Fetch-MCP: Playwright-Based MCP Server with Batch URL Fetching Support
64 points
1 month ago
| 5 comments
| github.com
| HN
Sulfide6416
1 month ago
[-]
Fetch-MCP is a MCP server built on Playwright, designed for efficient web page content fetching. It excels at retrieving content from both static and dynamic websites, leveraging Playwright's powerful headless browser capabilities. Key features include `fetch_url` for single page retrieval and `fetch_urls` for high-performance batch fetching of multiple URLs in parallel. Fetch-MCP intelligently extracts main content, supports Markdown conversion, and is easily configurable, making it an ideal tool for developers needing robust and scalable web scraping capabilities.
reply
andrethegiant
1 month ago
[-]
Check out https://pure.md for a REST API version of this
reply
wejick
1 month ago
[-]
Is there any example how an agent can interact with MCP? I imagine it will replace / complement Tools interface.
reply
tuananh
1 month ago
[-]
it can be either stdio or SSE.
reply
tomjen3
1 month ago
[-]
Cool, but playwright doesn’t use your cookies.

Increasingly I want to stop spending time on twitter, but it’s also where the AI news drops first - and I can’t just scrape the data without being logged in.
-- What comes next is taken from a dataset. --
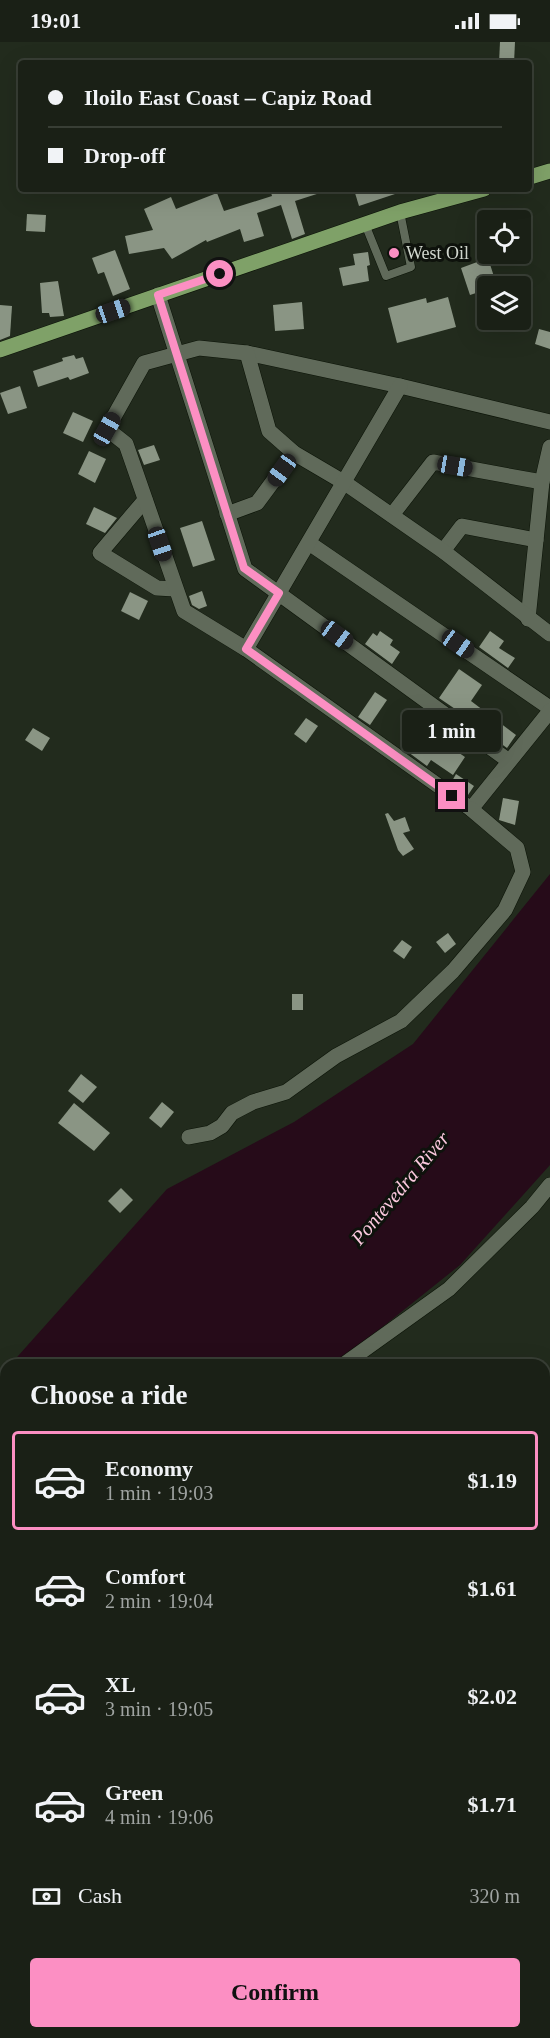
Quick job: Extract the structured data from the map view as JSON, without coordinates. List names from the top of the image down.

If there was a way to have the ai go ahead and gather the data for me, that would be great.

reply
omneity
1 month ago
[-]
This is something I am building. Herd[0] gives you a puppeteer-like API over your own browser, in effect allowing you to use your session seamlessly for automation and data extraction (and avoid bot detection as a nice side effect)

0: https://herd.garden

reply
aschobel
1 month ago
[-]
Playwright can actually use your existing browser cookies if you connect it through Chrome's debugging protocol. Launch Chrome with the flag:

--remote-debugging-port=9222

Then connect via CDP in Playwright like this:

const browser = await chromium.connectOverCDP('http://localhost:9222');

reply
yonl
1 month ago
[-]
I would agree to this point as well.

Speaking of implementation, i don’t mind if a browser extension forward cookies from my browser to the automation (privacy and security is an issue of course, and i’d ideally want the cookies to not leave my device, but personally i’m okay with some trade off).

reply
dd36
1 month ago
[-]
Can’t you just have it login?
reply
chazeon
1 month ago
[-]
What's MCP?
reply
DogRunner
1 month ago
[-]
A simple explanation can be seen here: https://www.youtube.com/watch?v=7j_NE6Pjv-E
reply
pizza
1 month ago
[-]
Model Context Protocol
reply
dSebastien
1 month ago
[-]
I shared some notes about it here. Well worth exploring right now: https://notes.dsebastien.net/30+Areas/33+Permanent+notes/33....
reply
hi_hi
1 month ago
[-]
Thanks for this. I'm not familiar with MCP, but having (briefly) read your link it appears to enable a use case I've been expecting where a chat window could replace the entire website experience (probably better suited to larger enterprise style websites) to provide tailored information for a company/product.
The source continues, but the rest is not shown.